Oh, dark deserted dwelling,
Where hope like a lamb was slain,
No voice from thy lone wails welling,
No light in thy window-pane!
Pathos is the very soul of poetry, and here we have it in abundance. Who that has watched, night after night, when home returning, for the “Light in the Window-pane?”, who will not feel its power when he realizes, without any strain of imagination that the hand that placed it there is cold and dead? All is dark in the window-pane, and the darkness of desolation reigns in the heart of him who returns nightly to that doubly-desolate home. We cannot realize this and not feel that Mr. Sangster’s verse is well worthy of the place in Canadian literature that it has already won.
de La Bruère, Hon. Pierre Boucher, St. Hyacinthe, Speaker of the Legislative Council of the Province of Quebec, was born in St. Hyacinthe, on the 5th of July, 1837. His father, Pierre Boucher de La Bruère, a physician, was a descendant of Pierre Boucher, at one time governor of Three Rivers under the French domination; and his mother was a descendant of an old French family of noble extraction, H. Boucher de La Broquerie. The ancestors of Hon. Mr. de La Bruère distinguished themselves during the war of 1812-13 between England and the United States, and the latter has still in his possession two flags presented to the battalion his grandfather, René B. de La Bruère, commanded, by Princess Charlotte of England, and the medal of Châteauguay, presented also to his grandfather by Queen Victoria.

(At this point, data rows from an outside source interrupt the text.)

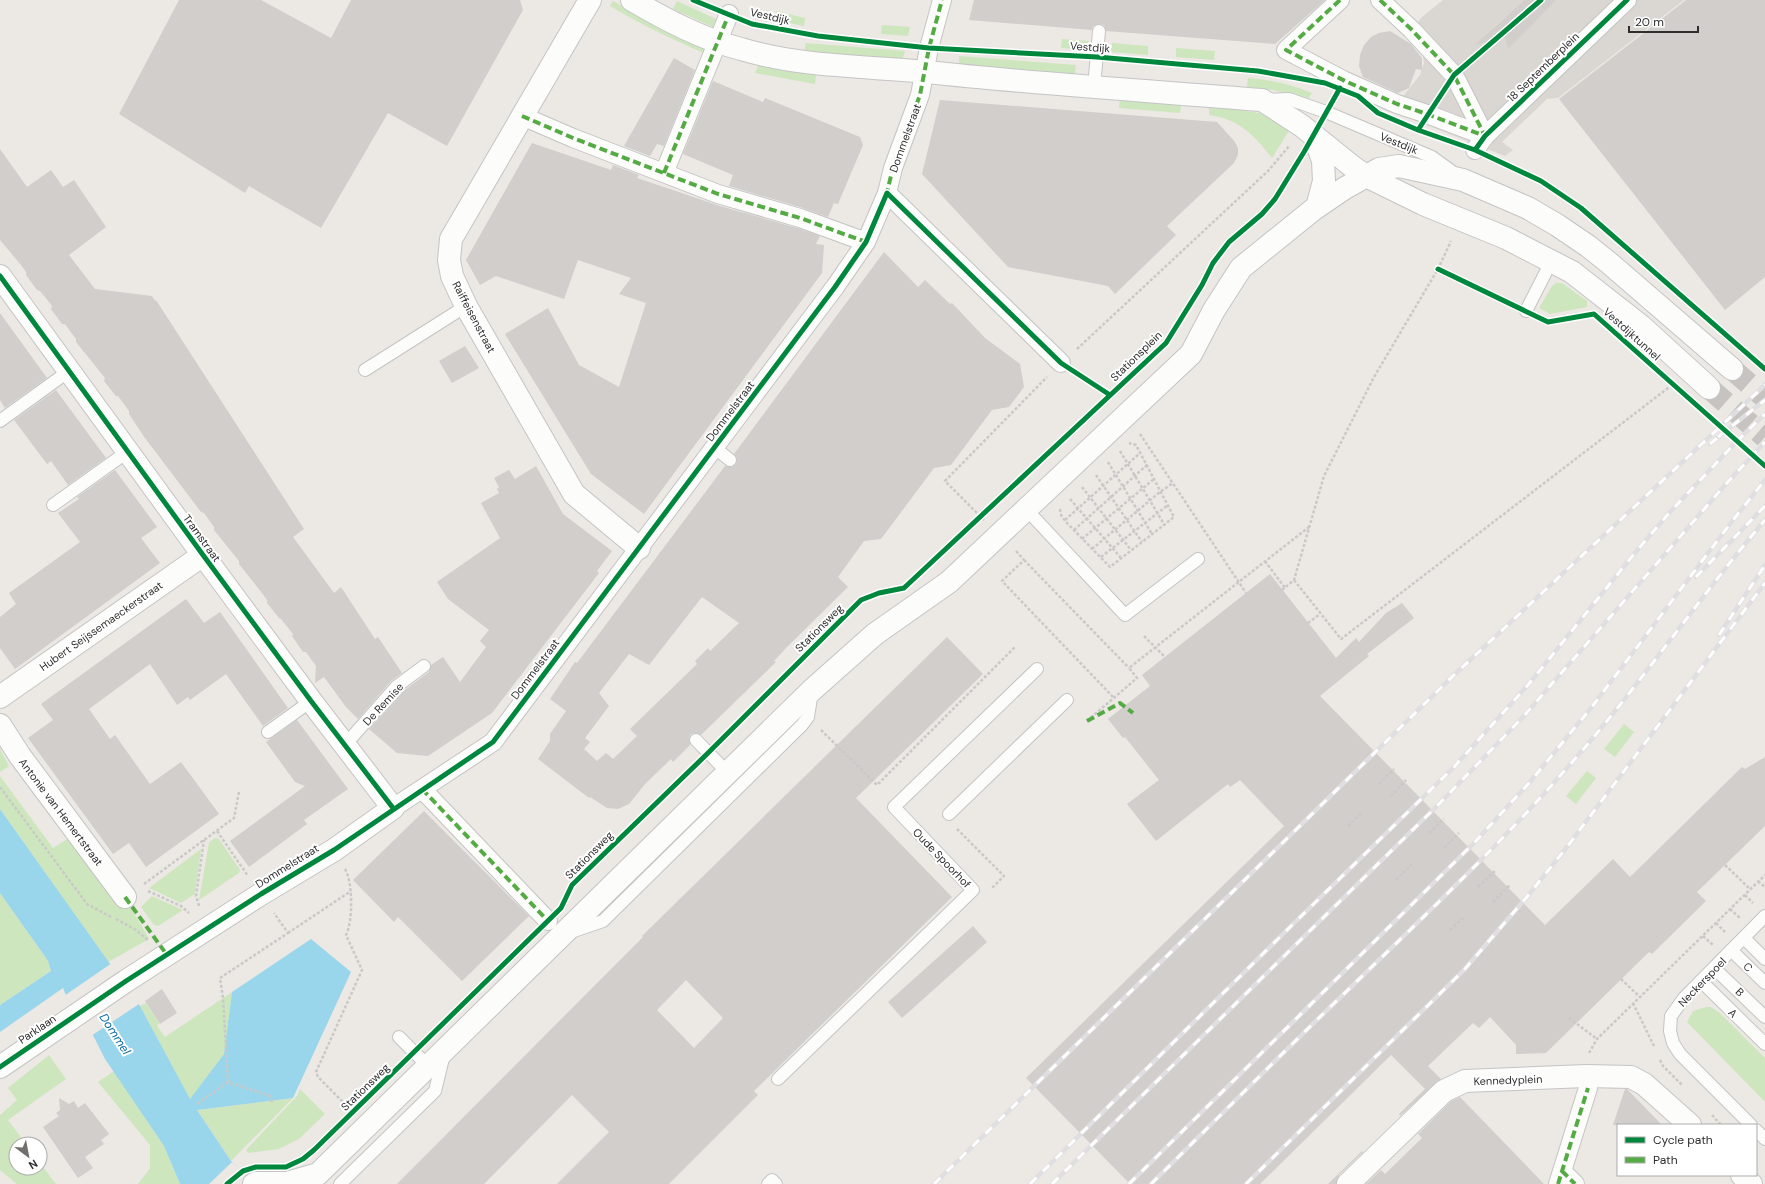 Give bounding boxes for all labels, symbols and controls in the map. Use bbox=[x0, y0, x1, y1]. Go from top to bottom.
street label: Vestdijk bbox=[749, 5, 792, 27]
scale bar bbox=[1629, 8, 1698, 34]
text: 20 m bbox=[1635, 14, 1664, 30]
street label: 18 Septemberplein bbox=[1504, 29, 1582, 105]
street label: Vestdijk bbox=[1070, 39, 1111, 55]
street label: Dommelstraat bbox=[886, 102, 924, 174]
street label: Vestdijk bbox=[1378, 129, 1421, 157]
street label: Raiffeisenstraat bbox=[449, 279, 499, 355]
street label: Vestdijktunnel bbox=[1601, 305, 1663, 363]
street label: Stationsplein bbox=[1107, 328, 1165, 384]
street label: Dommelstraat bbox=[703, 378, 757, 444]
street label: Tramstraat bbox=[180, 512, 224, 564]
street label: Hubert Seijssemaeckerstraat bbox=[37, 578, 165, 674]
street label: Stationsweg bbox=[792, 601, 846, 655]
street label: Dommelstraat bbox=[508, 636, 562, 702]
street label: De Remise bbox=[360, 680, 406, 728]
street label: Antonie van Hemertstraat bbox=[16, 755, 106, 869]
street label: Oude Spoorhof bbox=[910, 825, 974, 891]
street label: Stationsweg bbox=[562, 828, 616, 882]
street label: Dommelstraat bbox=[253, 841, 321, 891]
street label: Neckerspoel bbox=[1675, 954, 1729, 1010]
street label: C bbox=[1740, 959, 1756, 975]
street label: B bbox=[1733, 985, 1748, 1000]
street label: A bbox=[1725, 1005, 1741, 1021]
water label: Dommel bbox=[96, 1010, 134, 1058]
street label: Parklaan bbox=[15, 1011, 59, 1047]
street label: Stationsweg bbox=[338, 1060, 392, 1114]
street label: Kennedyplein bbox=[1473, 1072, 1543, 1088]
legend bbox=[1617, 1124, 1757, 1176]
text: Cycle path bbox=[1653, 1132, 1713, 1148]
north arrow bbox=[8, 1136, 48, 1176]
text: Path bbox=[1653, 1152, 1678, 1168]
text: N bbox=[26, 1156, 40, 1173] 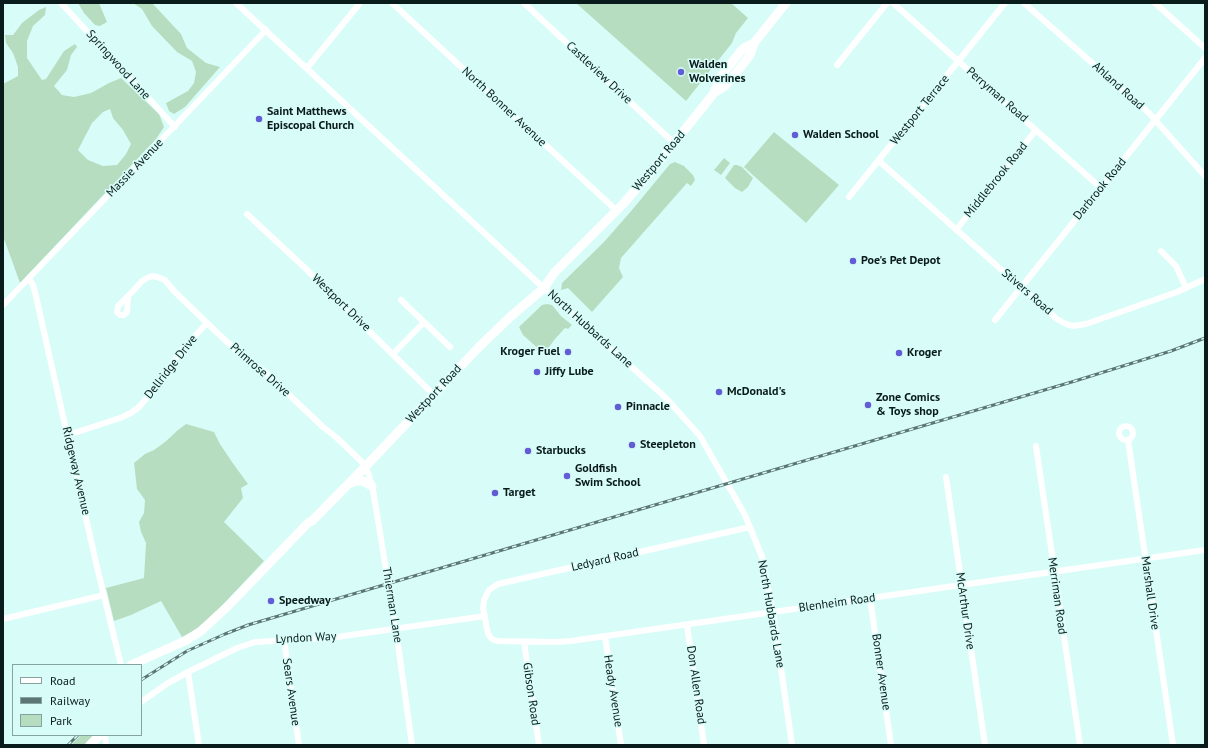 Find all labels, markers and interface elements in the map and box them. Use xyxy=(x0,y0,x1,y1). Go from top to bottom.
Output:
street label: Springwood Lane xyxy=(83,27,153,103)
street label: Castleview Drive xyxy=(563,39,635,107)
place label: Walden Wolverines xyxy=(689,58,746,86)
street label: Ahland Road xyxy=(1089,59,1147,113)
street label: North Bonner Avenue xyxy=(459,64,549,150)
street label: Perryman Road xyxy=(963,64,1031,126)
marker: Walden Wolverines xyxy=(676,67,686,77)
street label: Westport Terrace xyxy=(887,72,953,148)
place label: Saint Matthews Episcopal Church xyxy=(267,105,354,133)
marker: Saint Matthews Episcopal Church xyxy=(254,114,264,124)
street label: Westport Road xyxy=(629,128,689,194)
place label: Walden School xyxy=(803,128,879,142)
marker: Walden School xyxy=(790,130,800,140)
street label: Massie Avenue xyxy=(104,136,166,200)
street label: Middlebrook Road xyxy=(961,139,1031,221)
street label: Darbrook Road xyxy=(1071,155,1129,223)
place label: Poe's Pet Depot xyxy=(861,254,940,268)
marker: Poe's Pet Depot xyxy=(848,256,858,266)
street label: Stivers Road xyxy=(998,266,1056,318)
street label: Westport Drive xyxy=(309,271,373,335)
street label: North Hubbards Lane xyxy=(544,287,636,371)
street label: Dellridge Drive xyxy=(142,332,200,402)
street label: Primrose Drive xyxy=(227,340,293,400)
place label: Kroger Fuel xyxy=(500,345,560,359)
place label: Kroger xyxy=(907,346,942,360)
marker: Kroger Fuel xyxy=(563,347,573,357)
marker: Kroger xyxy=(894,348,904,358)
street label: Westport Road xyxy=(403,362,465,426)
place label: Jiffy Lube xyxy=(545,365,594,379)
marker: Jiffy Lube xyxy=(532,367,542,377)
place label: McDonald's xyxy=(727,385,786,399)
marker: McDonald's xyxy=(714,387,724,397)
place label: Zone Comics & Toys shop xyxy=(876,391,940,419)
place label: Pinnacle xyxy=(626,400,670,414)
marker: Zone Comics & Toys shop xyxy=(863,400,873,410)
marker: Pinnacle xyxy=(613,402,623,412)
street label: Ridgeway Avenue xyxy=(59,425,93,517)
place label: Steepleton xyxy=(640,438,696,452)
marker: Steepleton xyxy=(627,440,637,450)
place label: Starbucks xyxy=(536,444,586,458)
marker: Starbucks xyxy=(523,446,533,456)
place label: Goldfish Swim School xyxy=(575,462,640,490)
marker: Goldfish Swim School xyxy=(562,471,572,481)
place label: Target xyxy=(503,486,535,500)
marker: Target xyxy=(490,488,500,498)
street label: Ledyard Road xyxy=(570,545,640,575)
street label: Marshall Drive xyxy=(1138,555,1162,631)
street label: Merriman Road xyxy=(1044,556,1070,636)
street label: North Hubbards Lane xyxy=(754,559,788,669)
street label: Thierman Lane xyxy=(379,566,405,644)
street label: McArthur Drive xyxy=(952,572,978,650)
street label: Blenheim Road xyxy=(798,590,876,616)
place label: Speedway xyxy=(279,594,331,608)
marker: Speedway xyxy=(266,596,276,606)
street label: Lyndon Way xyxy=(275,629,337,647)
street label: Bonner Avenue xyxy=(868,633,894,711)
street label: Don Allen Road xyxy=(683,645,709,725)
street label: Heady Avenue xyxy=(600,654,626,728)
street label: Sears Avenue xyxy=(279,657,303,727)
street label: Gibson Road xyxy=(519,661,543,727)
legend xyxy=(12,664,142,736)
text: Road xyxy=(50,673,75,688)
text: Railway xyxy=(50,693,90,708)
text: Park xyxy=(50,713,72,728)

Mr. de La Bruère received his education at the College of St. Hyacinthe. In 1870 he was appointed prothonotary of the Superior Court for the district of St. Hyacinthe, and held the position until 1875, when he resigned to take the editorial chair of the Courier de St. Hyacinthe. He was one of the chief promoters of the Dairymen’s Association of the province of Quebec, and has been its president since its formation. The efforts he made to advance the interests of this industry in his province have been crowned with success, as it was amply proved when the association met in annual meeting at St. Hyacinthe, when the delegates received a right royal reception at the hands of their president. He was also one of the chief factors in the establishment of beet root sugar factories in Canada. In 1877 he was called to the Legislative Council of the province of Quebec; in March, 1882, Hon. Mr. Chapleau made him a member of his cabinet, and he was appointed Speaker, to which position he was re-appointed in January, 1887. Hon. Mr. de La Bruère is a lifelong Conservative, and has never flinched from his allegiance to the party. In his younger days he belonged to the active militia of Canada, and was lieutenant in the volunteer corps of St. Hyacinthe. He has written several historical and political pamphlets, among which may be mentioned “Le Canada sous le Domination Anglaise,” “Le Saguenay,” “De l’Education,” “L’Existence de l’homme,” “Le droit de tester,” and “L’Histoire de Saint Hyacinthe.” In January, 1861, he married Marie Victorine Leclère, daughter of the late Pierre Edouard Leclère, notary public.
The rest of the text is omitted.